Our Stratford logo carries that oyster shell over "1636," the year of the Connecticut Colony and the shared emblem of every Merlin Classics Connecticut place. Printed black-and-white with the worn look of an old oyster-crate label or a seaside sign, the shell reads as shoreline Connecticut: the harbor, the Sound, the long maritime past. What makes this one Stratford is the place behind it — the 1639 oyster town, the lighthouse on the Sound, Shakespeare's namesake on the Housatonic, and the birthplace of the American helicopter.
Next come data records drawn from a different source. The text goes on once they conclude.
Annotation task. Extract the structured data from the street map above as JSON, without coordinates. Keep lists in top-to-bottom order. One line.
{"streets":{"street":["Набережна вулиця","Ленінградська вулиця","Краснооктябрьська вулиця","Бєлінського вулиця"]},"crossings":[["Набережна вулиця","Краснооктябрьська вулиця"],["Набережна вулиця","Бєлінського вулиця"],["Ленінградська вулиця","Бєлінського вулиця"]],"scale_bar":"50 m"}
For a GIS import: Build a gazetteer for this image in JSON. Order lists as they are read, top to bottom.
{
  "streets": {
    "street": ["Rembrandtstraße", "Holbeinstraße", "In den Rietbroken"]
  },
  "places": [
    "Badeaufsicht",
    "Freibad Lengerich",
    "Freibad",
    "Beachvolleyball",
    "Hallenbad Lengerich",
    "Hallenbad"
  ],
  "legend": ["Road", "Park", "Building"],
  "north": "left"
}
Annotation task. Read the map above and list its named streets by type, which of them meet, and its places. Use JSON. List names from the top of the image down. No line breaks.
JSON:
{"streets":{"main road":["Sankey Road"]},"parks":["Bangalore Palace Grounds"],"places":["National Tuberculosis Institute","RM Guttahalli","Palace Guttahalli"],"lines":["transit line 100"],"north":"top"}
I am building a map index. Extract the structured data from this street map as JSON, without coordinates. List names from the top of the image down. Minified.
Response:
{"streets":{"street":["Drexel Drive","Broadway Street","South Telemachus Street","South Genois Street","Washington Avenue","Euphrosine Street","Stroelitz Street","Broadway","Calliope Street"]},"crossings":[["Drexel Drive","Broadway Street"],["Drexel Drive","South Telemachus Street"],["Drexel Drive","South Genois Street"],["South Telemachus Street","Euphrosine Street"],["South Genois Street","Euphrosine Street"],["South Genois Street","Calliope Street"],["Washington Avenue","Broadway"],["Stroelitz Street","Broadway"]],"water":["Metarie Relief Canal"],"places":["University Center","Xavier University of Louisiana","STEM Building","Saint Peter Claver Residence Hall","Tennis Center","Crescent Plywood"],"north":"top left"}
The Paugussett who lived along the Housatonic called this shore Cupheag — "place of shelter." In 1639 a group of Puritan families led by the Reverend Adam Blakeman settled at the river's mouth, and in 1643 the town was formally named Stratford, for Shakespeare's Stratford-upon-Avon in England. For its first two centuries Stratford lived off the water: oystering and shipbuilding on the Housatonic, wharves and fishing boats, the 1750 Georgian house of Captain David Judson still standing as a reminder of the colonial harbor town.
Why People Visit Stratford Connecticut
Stratford draws visitors with a rare mix of colonial harbor history, Long Island Sound shoreline, and aviation heritage. Travelers find it both a 1639 oyster town with a lighthouse and beaches and the birthplace of the American helicopter, with the quiet, layered character of the Connecticut shore. It is historic, maritime, and unmistakably New England.